Collected data:
[Start of Attachment]
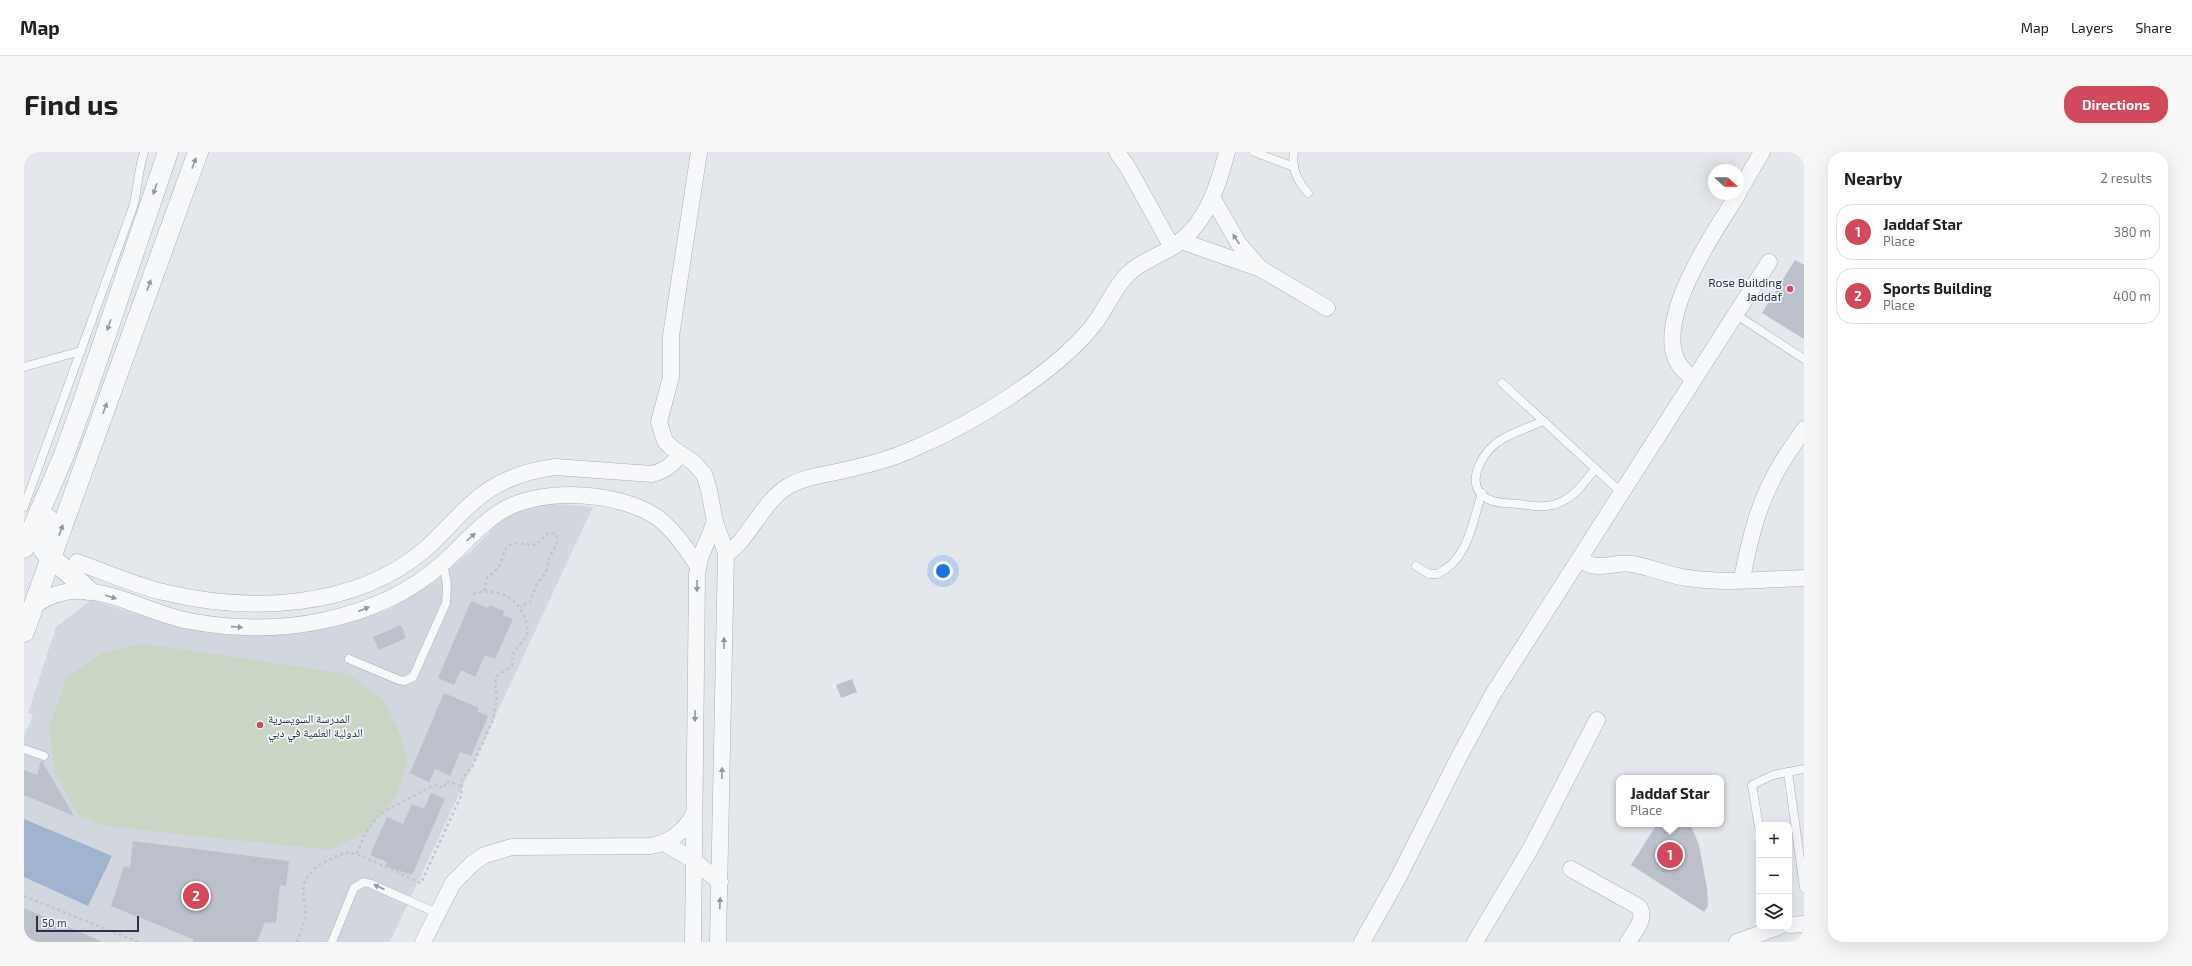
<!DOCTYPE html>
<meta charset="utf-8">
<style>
:root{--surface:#fff;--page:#f6f6f6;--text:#202124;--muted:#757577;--line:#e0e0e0;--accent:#d1495b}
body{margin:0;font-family:"Exo 2","Noto Naskh Arabic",sans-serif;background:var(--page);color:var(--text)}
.controls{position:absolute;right:12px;bottom:12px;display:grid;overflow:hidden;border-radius:8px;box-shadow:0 4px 16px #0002}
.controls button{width:36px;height:36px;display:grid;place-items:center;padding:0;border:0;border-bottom:1px solid var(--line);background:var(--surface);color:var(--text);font:20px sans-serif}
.compass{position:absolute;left:1684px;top:12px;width:36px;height:36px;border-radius:50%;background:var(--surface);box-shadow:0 4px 16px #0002;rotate:111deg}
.scale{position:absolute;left:12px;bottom:10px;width:103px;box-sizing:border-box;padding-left:4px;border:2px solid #2b3445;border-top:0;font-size:11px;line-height:14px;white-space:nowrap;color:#2b3445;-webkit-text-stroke:3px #f4f6f9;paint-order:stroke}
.you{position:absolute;left:919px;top:419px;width:14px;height:14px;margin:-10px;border:3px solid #fff;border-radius:50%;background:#1a73e8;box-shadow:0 0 0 6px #1a73e833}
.badge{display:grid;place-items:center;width:26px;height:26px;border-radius:50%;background:var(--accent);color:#fff;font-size:13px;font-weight:700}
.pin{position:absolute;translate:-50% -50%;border:2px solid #fff;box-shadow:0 1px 4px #0006}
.popup{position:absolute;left:1592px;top:623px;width:108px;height:52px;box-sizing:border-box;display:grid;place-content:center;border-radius:8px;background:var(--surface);filter:drop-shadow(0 1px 3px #0005);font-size:13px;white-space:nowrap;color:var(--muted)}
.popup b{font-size:15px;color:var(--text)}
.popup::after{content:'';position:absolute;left:50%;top:100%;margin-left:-8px;border:8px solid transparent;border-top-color:var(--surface)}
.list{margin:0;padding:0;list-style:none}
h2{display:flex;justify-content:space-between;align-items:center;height:52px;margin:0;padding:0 16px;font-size:17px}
h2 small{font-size:13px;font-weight:400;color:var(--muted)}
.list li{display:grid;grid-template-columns:26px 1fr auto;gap:12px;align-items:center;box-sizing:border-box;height:56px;margin:0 8px 8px;padding:0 8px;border:1px solid var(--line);border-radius:16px}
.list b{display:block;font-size:15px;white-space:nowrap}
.list p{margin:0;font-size:13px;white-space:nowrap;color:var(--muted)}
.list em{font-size:13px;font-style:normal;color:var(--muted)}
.icon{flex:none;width:22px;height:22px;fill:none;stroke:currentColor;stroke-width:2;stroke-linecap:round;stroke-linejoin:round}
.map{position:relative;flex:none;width:1780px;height:790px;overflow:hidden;border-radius:16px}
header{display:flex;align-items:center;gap:24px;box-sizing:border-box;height:56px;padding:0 20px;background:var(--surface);border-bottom:1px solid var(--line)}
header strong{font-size:19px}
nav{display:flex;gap:22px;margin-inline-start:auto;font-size:14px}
.intro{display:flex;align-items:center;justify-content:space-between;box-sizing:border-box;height:96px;padding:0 24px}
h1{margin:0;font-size:28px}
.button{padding:10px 18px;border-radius:16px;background:var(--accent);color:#fff;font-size:14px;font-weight:700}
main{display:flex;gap:24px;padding:0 24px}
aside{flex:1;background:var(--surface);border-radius:16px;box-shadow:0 4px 16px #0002}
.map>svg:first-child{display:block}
.built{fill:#d2d6de}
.green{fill:#c9d6c5}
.water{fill:#9fb4cc}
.building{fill:#bbc0ca}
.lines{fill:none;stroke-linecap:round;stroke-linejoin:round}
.service-casing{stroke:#a9aeb7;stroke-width:9}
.minor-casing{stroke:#a9aeb7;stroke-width:17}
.tertiary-casing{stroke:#a9aeb7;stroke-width:21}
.path{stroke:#c2c5cb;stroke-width:2.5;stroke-dasharray:3 3;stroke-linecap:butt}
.service{stroke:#f7f8fa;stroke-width:8}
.minor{stroke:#f7f8fa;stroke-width:16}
.tertiary{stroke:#f7f8fa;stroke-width:20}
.oneway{fill:#9196a0}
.poi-dot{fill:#d1495b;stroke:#f4f6f9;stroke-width:1.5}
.labels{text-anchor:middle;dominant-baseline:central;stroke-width:3.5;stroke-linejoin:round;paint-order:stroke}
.poi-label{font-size:12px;fill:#2b3445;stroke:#f4f6f9;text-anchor:end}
</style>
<header>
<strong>Map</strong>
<nav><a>Map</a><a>Layers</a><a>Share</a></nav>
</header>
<div class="intro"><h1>Find us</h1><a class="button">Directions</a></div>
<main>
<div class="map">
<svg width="1780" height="790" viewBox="0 0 1780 790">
<rect width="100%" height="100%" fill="#e4e7ec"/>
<polygon class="built" points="522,351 569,355 366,790 0,790 0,585 9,562 4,561 32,475 67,448 142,471 304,475 366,457 412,428 450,396 479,367 497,357"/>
<polygon class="green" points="116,491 324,522 359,547 377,584 384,609 372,644 345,678 306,698 80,674 54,663 31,621 25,576 43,525 77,502"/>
<polygon class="water" points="0,667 88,704 64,754 0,725"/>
<g class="building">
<polygon points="1771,108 1780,113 1780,187 1738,161"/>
<polygon points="447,449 464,456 465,453 480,459 479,463 489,467 471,507 461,503 451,525 437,518 430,533 414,526"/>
<polygon points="377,473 382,486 355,498 349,485"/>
<polygon points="828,527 833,540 817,546 812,533"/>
<polygon points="420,541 455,556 453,559 464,564 447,604 436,600 426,624 411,617 405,630 386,621"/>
<polygon points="17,609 18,609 50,664 0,643 0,618 13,623"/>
<polygon points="407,641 421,647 388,723 361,714 363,710 346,703 363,665 379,672 388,652 400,657"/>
<polygon points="1633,672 1666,672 1675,693 1683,736 1684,754 1680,760 1607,713"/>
<polygon points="109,689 265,709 262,734 256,733 252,771 241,770 233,790 169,790 169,787 87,754 100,714 106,716"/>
<polygon points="0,756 79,790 0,790"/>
</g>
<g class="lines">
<g class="service-casing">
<g id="service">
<polyline points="1230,0 1270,15"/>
<path d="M1270,0C1267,16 1273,29 1284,41"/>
<polyline points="1711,162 1780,207"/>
<polyline points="0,215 57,199"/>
<polyline points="1478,231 1598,341"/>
<path d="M1519,269C1504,276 1486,281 1472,291C1457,304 1439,334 1464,347C1473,352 1485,351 1495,352C1510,354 1525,357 1539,349C1553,342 1562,328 1571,317"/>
<path d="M0,355L109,55C114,37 114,18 120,0"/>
<path d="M1392,414L1405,422H1413C1445,408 1448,370 1458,341"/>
<polyline points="325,507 375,528 380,529 389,525 422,451 423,433 419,411"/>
<polyline points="0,597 20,604"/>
<polyline points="1764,620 1780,736"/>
<polyline points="1735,675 1728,633 1749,623 1780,617"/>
<polyline points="308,790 330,736 340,730 347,732 413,761"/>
</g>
</g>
<g class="minor-casing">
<g id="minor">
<polyline points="675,0 647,184 647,225 635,270 641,289 648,296 669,310 680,322 685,338 691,370 702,401 694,790"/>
<polyline points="1093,0 1103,14 1148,95"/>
<polyline points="1714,41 1738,0"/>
<polyline points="1189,47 1215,92 1236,116"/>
<polyline points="1157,89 1237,117 1303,156"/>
<path d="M1670,226C1610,193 1691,80 1714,42"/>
<path d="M702,401C721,394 738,350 763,335C779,325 799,323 817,319C843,313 868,307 891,296C948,272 1028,223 1068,175C1081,159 1089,137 1104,122C1116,110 1132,105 1147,96C1182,74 1193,37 1203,0"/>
<path d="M1556,406C1572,422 1589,409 1608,412C1627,415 1645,424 1664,426C1702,432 1742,427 1780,426"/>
<path d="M53,410C81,420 110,433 139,440C225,461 329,457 399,399C417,384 430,367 447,352C470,330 500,319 531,315L628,322C641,319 649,313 656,302"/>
<path d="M1718,427C1725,390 1734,352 1753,319C1761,304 1771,291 1780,277"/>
<path d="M11,453C61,417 112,459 165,469C209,477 254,478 297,469C342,460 386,441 420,410C439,393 458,370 481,357C521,335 597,340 634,366C651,379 662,397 674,414"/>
<polyline points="640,691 669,708 696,730"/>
<path d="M1547,717L1615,755C1623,766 1610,780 1604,790"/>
<polyline points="1765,773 1780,772"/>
<path d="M399,790L429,731L449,711L461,703L488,695L627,694C647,690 660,680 670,662"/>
<polyline points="669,790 673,422 676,406 691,370"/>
<polyline points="1338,790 1373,728 1436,603 1469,542 1745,110"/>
<polyline points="1451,790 1508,694 1573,568"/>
<polyline points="1713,790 1754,775"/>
</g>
</g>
<g class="tertiary-casing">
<g id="tertiary">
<path d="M24,367C19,379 12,391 23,402L64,438"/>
<polyline points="0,396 40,303 58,253 144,0"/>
<polyline points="0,480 174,0"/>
</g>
</g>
<g class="path">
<polyline points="461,439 462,427 475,415 481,398 484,394 491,391 512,393 524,381 532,382 534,389 525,406 522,420 512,433 507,449 496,455"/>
<polyline points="333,702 341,682 352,666 361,659 410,633 420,636 422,629 436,634"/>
<polyline points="0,744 114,790"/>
<path d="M273,790L282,764L279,738L281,728L293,714L315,703L321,701L333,702L397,731L437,644L438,627L448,615L469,568L473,546L471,531L472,525L488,514L489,502L503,483C506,452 475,431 447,443"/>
</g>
<use href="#service" class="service"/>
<use href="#minor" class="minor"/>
<use href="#tertiary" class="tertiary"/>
</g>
<defs><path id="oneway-solid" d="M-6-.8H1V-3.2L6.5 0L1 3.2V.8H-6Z"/></defs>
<g class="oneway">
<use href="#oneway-solid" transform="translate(170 11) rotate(-70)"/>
<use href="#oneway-solid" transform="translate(131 37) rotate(109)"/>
<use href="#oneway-solid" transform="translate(1212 87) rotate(-124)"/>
<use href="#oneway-solid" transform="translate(125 133) rotate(-70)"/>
<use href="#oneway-solid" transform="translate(85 173) rotate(109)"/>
<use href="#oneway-solid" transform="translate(81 256) rotate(-70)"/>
<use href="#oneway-solid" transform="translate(37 378) rotate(-70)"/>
<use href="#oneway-solid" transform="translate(447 385) rotate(-42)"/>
<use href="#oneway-solid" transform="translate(673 434) rotate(91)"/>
<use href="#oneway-solid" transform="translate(87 445) rotate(18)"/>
<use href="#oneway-solid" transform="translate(340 457) rotate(-21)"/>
<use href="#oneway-solid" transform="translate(213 475) rotate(4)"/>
<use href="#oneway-solid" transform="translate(700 491) rotate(-89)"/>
<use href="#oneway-solid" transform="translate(671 564) rotate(91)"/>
<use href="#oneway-solid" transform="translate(698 621) rotate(-89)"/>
<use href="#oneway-solid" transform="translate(355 735) rotate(-156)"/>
<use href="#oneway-solid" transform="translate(696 751) rotate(-88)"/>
</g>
<g class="poi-dot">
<circle cx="1766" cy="137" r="4"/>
<circle cx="236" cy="573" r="4"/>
</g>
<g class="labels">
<g class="poi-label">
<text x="1758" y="130">Rose Building<tspan x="1758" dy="14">Jaddaf</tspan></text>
<text x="244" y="566" text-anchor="start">المدرسة السويسرية<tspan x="244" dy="14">الدولية العلمية في دبي</tspan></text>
</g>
</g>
</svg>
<div class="controls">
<button>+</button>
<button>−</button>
<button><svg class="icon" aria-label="layers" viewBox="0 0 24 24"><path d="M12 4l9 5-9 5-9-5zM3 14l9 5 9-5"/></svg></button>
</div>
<svg class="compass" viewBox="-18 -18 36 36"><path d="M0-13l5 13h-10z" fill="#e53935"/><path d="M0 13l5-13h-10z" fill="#757577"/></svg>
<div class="scale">50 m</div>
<div class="you"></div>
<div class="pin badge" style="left:1646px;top:703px">1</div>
<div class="popup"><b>Jaddaf Star</b>Place</div>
<div class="pin badge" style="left:172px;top:744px">2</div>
</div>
<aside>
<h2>Nearby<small>2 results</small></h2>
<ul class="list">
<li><span class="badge">1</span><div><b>Jaddaf Star</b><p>Place</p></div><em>380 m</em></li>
<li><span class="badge">2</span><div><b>Sports Building</b><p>Place</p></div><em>400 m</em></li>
</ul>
</aside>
</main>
[End of Attachment]
Assigned task |
Copy out each line of the records where the word "strong" appears.

Result for this task |
header strong{font-size:19px}
<strong>Map</strong>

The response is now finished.